ABOUT THIS EXERCISE: Return the following entries exactly, word for word.

Excerpts from a dataset:
------------

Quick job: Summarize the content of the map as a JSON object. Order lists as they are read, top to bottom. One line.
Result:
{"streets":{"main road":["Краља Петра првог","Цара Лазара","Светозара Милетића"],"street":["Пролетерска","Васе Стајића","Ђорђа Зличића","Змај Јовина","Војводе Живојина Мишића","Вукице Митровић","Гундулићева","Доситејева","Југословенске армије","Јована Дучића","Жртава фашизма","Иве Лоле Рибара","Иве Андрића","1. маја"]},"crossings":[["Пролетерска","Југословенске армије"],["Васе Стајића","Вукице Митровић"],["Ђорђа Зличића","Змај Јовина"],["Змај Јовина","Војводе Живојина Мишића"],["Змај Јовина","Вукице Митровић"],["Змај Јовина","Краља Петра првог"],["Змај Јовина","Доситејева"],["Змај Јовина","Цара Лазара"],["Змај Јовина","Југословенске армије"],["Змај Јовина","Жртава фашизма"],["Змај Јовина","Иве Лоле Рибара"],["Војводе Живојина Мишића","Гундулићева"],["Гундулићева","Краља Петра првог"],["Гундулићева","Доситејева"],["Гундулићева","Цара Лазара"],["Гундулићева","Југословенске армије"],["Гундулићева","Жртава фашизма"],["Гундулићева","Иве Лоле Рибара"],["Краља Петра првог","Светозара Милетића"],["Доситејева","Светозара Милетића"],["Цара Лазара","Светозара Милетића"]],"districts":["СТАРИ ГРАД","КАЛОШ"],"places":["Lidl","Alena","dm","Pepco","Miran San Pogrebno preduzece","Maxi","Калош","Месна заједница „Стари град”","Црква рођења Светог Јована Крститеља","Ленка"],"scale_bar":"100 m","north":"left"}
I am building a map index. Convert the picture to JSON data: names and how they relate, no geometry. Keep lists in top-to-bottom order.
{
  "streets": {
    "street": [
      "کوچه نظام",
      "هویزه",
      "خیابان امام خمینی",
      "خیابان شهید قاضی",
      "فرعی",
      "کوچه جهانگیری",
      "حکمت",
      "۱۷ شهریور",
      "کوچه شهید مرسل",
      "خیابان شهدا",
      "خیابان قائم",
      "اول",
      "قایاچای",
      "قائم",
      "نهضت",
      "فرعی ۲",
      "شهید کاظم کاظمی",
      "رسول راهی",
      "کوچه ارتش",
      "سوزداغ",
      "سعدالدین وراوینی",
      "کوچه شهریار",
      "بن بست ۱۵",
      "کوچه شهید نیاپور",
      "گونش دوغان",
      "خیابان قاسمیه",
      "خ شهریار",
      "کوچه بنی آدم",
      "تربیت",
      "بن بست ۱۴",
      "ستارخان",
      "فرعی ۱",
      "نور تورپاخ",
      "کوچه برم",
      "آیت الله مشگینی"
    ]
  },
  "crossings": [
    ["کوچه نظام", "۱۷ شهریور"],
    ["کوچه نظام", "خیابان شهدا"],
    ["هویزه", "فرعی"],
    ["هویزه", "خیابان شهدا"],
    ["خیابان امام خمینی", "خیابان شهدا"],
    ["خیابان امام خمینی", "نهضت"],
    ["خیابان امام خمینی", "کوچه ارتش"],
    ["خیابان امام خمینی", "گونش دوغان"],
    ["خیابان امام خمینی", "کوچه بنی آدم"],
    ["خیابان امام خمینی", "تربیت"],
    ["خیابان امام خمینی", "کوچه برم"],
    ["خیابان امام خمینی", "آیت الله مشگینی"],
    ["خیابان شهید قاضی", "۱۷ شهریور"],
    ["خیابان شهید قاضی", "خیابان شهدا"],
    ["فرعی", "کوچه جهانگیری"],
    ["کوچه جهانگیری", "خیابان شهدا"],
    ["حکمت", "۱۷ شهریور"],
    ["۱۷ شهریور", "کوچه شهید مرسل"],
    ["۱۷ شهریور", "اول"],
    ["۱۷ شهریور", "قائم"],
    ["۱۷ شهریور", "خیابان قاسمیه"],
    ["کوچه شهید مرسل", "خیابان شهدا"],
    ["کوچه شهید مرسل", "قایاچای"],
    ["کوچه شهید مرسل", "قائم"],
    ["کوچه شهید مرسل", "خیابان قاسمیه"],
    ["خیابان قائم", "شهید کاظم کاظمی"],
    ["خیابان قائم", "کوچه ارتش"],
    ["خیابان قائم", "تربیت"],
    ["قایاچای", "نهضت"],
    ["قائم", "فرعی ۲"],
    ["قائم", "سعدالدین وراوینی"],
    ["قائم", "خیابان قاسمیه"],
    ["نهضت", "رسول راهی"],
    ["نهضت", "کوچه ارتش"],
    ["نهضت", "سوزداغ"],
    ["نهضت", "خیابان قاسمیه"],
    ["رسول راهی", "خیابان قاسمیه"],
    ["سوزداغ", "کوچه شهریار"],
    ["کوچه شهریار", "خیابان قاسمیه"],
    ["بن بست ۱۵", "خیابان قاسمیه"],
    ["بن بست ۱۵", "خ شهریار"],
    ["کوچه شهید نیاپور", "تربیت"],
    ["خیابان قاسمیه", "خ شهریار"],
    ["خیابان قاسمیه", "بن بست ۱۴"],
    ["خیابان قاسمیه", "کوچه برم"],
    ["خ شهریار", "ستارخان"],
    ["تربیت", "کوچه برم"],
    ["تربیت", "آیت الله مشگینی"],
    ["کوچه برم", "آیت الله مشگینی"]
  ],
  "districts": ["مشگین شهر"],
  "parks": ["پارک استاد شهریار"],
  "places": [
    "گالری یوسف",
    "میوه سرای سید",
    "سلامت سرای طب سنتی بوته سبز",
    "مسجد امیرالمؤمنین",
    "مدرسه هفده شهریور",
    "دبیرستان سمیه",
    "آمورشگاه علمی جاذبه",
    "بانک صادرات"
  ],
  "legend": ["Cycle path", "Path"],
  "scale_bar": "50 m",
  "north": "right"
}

------------

SOLUTION TO THE EXERCISE:
Quick job: Summarize the content of the map as a JSON object. Order lists as they are read, top to bottom. One line.
Result:
{"streets":{"main road":["Краља Петра првог","Цара Лазара","Светозара Милетића"],"street":["Пролетерска","Васе Стајића","Ђорђа Зличића","Змај Јовина","Војводе Живојина Мишића","Вукице Митровић","Гундулићева","Доситејева","Југословенске армије","Јована Дучића","Жртава фашизма","Иве Лоле Рибара","Иве Андрића","1. маја"]},"crossings":[["Пролетерска","Југословенске армије"],["Васе Стајића","Вукице Митровић"],["Ђорђа Зличића","Змај Јовина"],["Змај Јовина","Војводе Живојина Мишића"],["Змај Јовина","Вукице Митровић"],["Змај Јовина","Краља Петра првог"],["Змај Јовина","Доситејева"],["Змај Јовина","Цара Лазара"],["Змај Јовина","Југословенске армије"],["Змај Јовина","Жртава фашизма"],["Змај Јовина","Иве Лоле Рибара"],["Војводе Живојина Мишића","Гундулићева"],["Гундулићева","Краља Петра првог"],["Гундулићева","Доситејева"],["Гундулићева","Цара Лазара"],["Гундулићева","Југословенске армије"],["Гундулићева","Жртава фашизма"],["Гундулићева","Иве Лоле Рибара"],["Краља Петра првог","Светозара Милетића"],["Доситејева","Светозара Милетића"],["Цара Лазара","Светозара Милетића"]],"districts":["СТАРИ ГРАД","КАЛОШ"],"places":["Lidl","Alena","dm","Pepco","Miran San Pogrebno preduzece","Maxi","Калош","Месна заједница „Стари град”","Црква рођења Светог Јована Крститеља","Ленка"],"scale_bar":"100 m","north":"left"}
I am building a map index. Convert the picture to JSON data: names and how they relate, no geometry. Keep lists in top-to-bottom order.
{
  "streets": {
    "street": [
      "کوچه نظام",
      "هویزه",
      "خیابان امام خمینی",
      "خیابان شهید قاضی",
      "فرعی",
      "کوچه جهانگیری",
      "حکمت",
      "۱۷ شهریور",
      "کوچه شهید مرسل",
      "خیابان شهدا",
      "خیابان قائم",
      "اول",
      "قایاچای",
      "قائم",
      "نهضت",
      "فرعی ۲",
      "شهید کاظم کاظمی",
      "رسول راهی",
      "کوچه ارتش",
      "سوزداغ",
      "سعدالدین وراوینی",
      "کوچه شهریار",
      "بن بست ۱۵",
      "کوچه شهید نیاپور",
      "گونش دوغان",
      "خیابان قاسمیه",
      "خ شهریار",
      "کوچه بنی آدم",
      "تربیت",
      "بن بست ۱۴",
      "ستارخان",
      "فرعی ۱",
      "نور تورپاخ",
      "کوچه برم",
      "آیت الله مشگینی"
    ]
  },
  "crossings": [
    ["کوچه نظام", "۱۷ شهریور"],
    ["کوچه نظام", "خیابان شهدا"],
    ["هویزه", "فرعی"],
    ["هویزه", "خیابان شهدا"],
    ["خیابان امام خمینی", "خیابان شهدا"],
    ["خیابان امام خمینی", "نهضت"],
    ["خیابان امام خمینی", "کوچه ارتش"],
    ["خیابان امام خمینی", "گونش دوغان"],
    ["خیابان امام خمینی", "کوچه بنی آدم"],
    ["خیابان امام خمینی", "تربیت"],
    ["خیابان امام خمینی", "کوچه برم"],
    ["خیابان امام خمینی", "آیت الله مشگینی"],
    ["خیابان شهید قاضی", "۱۷ شهریور"],
    ["خیابان شهید قاضی", "خیابان شهدا"],
    ["فرعی", "کوچه جهانگیری"],
    ["کوچه جهانگیری", "خیابان شهدا"],
    ["حکمت", "۱۷ شهریور"],
    ["۱۷ شهریور", "کوچه شهید مرسل"],
    ["۱۷ شهریور", "اول"],
    ["۱۷ شهریور", "قائم"],
    ["۱۷ شهریور", "خیابان قاسمیه"],
    ["کوچه شهید مرسل", "خیابان شهدا"],
    ["کوچه شهید مرسل", "قایاچای"],
    ["کوچه شهید مرسل", "قائم"],
    ["کوچه شهید مرسل", "خیابان قاسمیه"],
    ["خیابان قائم", "شهید کاظم کاظمی"],
    ["خیابان قائم", "کوچه ارتش"],
    ["خیابان قائم", "تربیت"],
    ["قایاچای", "نهضت"],
    ["قائم", "فرعی ۲"],
    ["قائم", "سعدالدین وراوینی"],
    ["قائم", "خیابان قاسمیه"],
    ["نهضت", "رسول راهی"],
    ["نهضت", "کوچه ارتش"],
    ["نهضت", "سوزداغ"],
    ["نهضت", "خیابان قاسمیه"],
    ["رسول راهی", "خیابان قاسمیه"],
    ["سوزداغ", "کوچه شهریار"],
    ["کوچه شهریار", "خیابان قاسمیه"],
    ["بن بست ۱۵", "خیابان قاسمیه"],
    ["بن بست ۱۵", "خ شهریار"],
    ["کوچه شهید نیاپور", "تربیت"],
    ["خیابان قاسمیه", "خ شهریار"],
    ["خیابان قاسمیه", "بن بست ۱۴"],
    ["خیابان قاسمیه", "کوچه برم"],
    ["خ شهریار", "ستارخان"],
    ["تربیت", "کوچه برم"],
    ["تربیت", "آیت الله مشگینی"],
    ["کوچه برم", "آیت الله مشگینی"]
  ],
  "districts": ["مشگین شهر"],
  "parks": ["پارک استاد شهریار"],
  "places": [
    "گالری یوسف",
    "میوه سرای سید",
    "سلامت سرای طب سنتی بوته سبز",
    "مسجد امیرالمؤمنین",
    "مدرسه هفده شهریور",
    "دبیرستان سمیه",
    "آمورشگاه علمی جاذبه",
    "بانک صادرات"
  ],
  "legend": ["Cycle path", "Path"],
  "scale_bar": "50 m",
  "north": "right"
}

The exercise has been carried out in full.